━━━━━ RECORD EXCERPTS ━━━━━
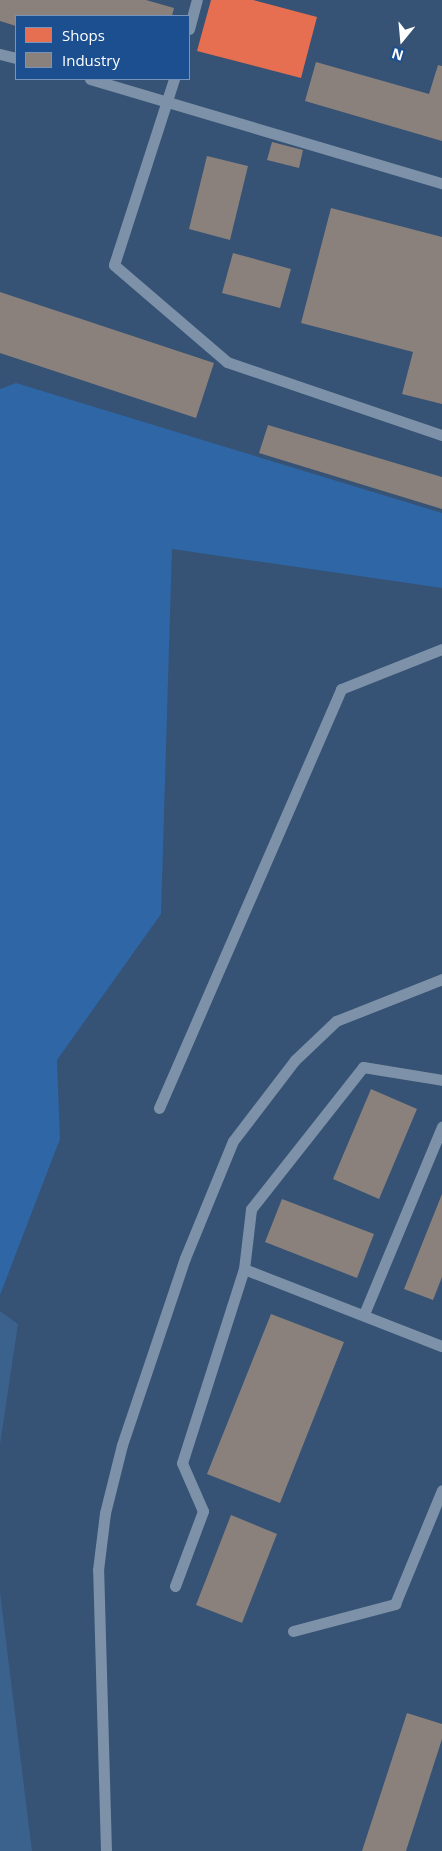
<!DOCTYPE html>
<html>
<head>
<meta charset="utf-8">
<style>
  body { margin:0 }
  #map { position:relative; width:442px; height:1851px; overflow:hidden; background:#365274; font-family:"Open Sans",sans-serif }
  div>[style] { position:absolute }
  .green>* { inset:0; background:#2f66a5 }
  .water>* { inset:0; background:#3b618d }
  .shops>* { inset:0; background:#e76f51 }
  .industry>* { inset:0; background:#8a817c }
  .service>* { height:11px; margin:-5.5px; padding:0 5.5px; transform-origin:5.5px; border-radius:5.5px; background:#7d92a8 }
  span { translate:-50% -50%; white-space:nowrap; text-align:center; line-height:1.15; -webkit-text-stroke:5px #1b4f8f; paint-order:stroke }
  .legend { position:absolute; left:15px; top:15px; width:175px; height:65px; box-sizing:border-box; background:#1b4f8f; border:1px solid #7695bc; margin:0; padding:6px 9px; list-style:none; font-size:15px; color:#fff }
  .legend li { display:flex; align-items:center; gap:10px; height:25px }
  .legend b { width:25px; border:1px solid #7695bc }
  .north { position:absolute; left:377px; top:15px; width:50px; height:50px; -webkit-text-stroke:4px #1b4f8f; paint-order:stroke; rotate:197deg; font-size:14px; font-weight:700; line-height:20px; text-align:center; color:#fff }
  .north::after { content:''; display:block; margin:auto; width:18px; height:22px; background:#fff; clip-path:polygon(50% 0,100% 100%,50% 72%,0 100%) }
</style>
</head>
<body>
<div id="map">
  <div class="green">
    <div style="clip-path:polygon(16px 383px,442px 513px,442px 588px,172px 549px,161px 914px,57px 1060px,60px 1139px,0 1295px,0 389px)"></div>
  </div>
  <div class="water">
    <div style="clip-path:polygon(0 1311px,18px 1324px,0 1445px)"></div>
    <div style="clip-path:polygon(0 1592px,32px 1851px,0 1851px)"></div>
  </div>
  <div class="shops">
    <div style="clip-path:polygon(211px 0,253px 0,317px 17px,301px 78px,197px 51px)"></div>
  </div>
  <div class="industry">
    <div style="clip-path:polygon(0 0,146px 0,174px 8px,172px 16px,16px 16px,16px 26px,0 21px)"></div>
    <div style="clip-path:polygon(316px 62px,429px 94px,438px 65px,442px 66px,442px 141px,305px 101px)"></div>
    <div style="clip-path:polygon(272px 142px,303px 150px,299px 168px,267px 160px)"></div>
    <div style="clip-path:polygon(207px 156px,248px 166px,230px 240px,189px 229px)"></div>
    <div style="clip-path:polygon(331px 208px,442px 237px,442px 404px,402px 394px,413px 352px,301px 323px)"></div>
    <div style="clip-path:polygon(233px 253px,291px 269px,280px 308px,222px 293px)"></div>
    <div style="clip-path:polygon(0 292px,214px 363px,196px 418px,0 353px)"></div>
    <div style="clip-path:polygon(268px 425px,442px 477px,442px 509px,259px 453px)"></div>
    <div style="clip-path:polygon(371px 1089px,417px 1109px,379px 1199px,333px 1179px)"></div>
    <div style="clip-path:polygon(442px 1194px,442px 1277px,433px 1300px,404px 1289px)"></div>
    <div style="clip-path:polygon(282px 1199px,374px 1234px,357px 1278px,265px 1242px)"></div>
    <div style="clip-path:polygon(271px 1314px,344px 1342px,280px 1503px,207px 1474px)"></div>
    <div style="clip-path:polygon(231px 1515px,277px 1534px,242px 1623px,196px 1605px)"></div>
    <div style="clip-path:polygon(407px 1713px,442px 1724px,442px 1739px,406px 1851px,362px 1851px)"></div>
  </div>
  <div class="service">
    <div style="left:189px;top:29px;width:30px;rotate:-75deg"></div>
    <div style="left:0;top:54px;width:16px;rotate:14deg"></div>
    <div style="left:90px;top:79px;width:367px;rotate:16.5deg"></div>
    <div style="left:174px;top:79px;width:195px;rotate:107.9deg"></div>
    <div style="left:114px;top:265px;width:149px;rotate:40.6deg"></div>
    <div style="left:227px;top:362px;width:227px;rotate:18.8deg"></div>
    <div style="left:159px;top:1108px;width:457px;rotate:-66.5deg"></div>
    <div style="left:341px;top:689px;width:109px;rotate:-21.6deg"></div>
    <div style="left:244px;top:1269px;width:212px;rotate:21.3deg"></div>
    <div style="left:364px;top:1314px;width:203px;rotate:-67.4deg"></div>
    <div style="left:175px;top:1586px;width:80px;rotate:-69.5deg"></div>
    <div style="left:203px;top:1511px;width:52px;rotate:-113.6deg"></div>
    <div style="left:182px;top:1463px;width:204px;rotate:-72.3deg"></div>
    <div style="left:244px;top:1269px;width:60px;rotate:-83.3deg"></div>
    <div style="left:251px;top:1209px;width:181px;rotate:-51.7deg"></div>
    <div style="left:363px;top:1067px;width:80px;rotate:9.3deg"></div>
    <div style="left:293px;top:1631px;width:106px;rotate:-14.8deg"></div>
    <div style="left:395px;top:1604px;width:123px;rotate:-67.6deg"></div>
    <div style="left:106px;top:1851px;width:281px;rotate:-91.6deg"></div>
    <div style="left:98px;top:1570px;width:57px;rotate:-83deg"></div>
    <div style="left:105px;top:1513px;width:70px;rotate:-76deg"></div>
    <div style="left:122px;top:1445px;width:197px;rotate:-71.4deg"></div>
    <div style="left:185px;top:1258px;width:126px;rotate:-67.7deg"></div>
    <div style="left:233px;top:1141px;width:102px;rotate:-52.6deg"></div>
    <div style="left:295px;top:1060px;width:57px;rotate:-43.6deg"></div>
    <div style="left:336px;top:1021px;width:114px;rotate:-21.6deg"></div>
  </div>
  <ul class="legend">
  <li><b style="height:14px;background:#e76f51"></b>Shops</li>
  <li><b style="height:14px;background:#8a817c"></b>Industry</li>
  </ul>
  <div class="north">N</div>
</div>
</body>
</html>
━━━━━
**TASK GOAL**
Your answer must be the exact lines of the records from the first one through the line containing "height:11px; margin:-5.5px; padding:0", with no pictures in it.

**ANSWER TO THE PROBLEM**
<!DOCTYPE html>
<html>
<head>
<meta charset="utf-8">
<style>
  body { margin:0 }
  #map { position:relative; width:442px; height:1851px; overflow:hidden; background:#365274; font-family:"Open Sans",sans-serif }
  div>[style] { position:absolute }
  .green>* { inset:0; background:#2f66a5 }
  .water>* { inset:0; background:#3b618d }
  .shops>* { inset:0; background:#e76f51 }
  .industry>* { inset:0; background:#8a817c }
  .service>* { height:11px; margin:-5.5px; padding:0 5.5px; transform-origin:5.5px; border-radius:5.5px; background:#7d92a8 }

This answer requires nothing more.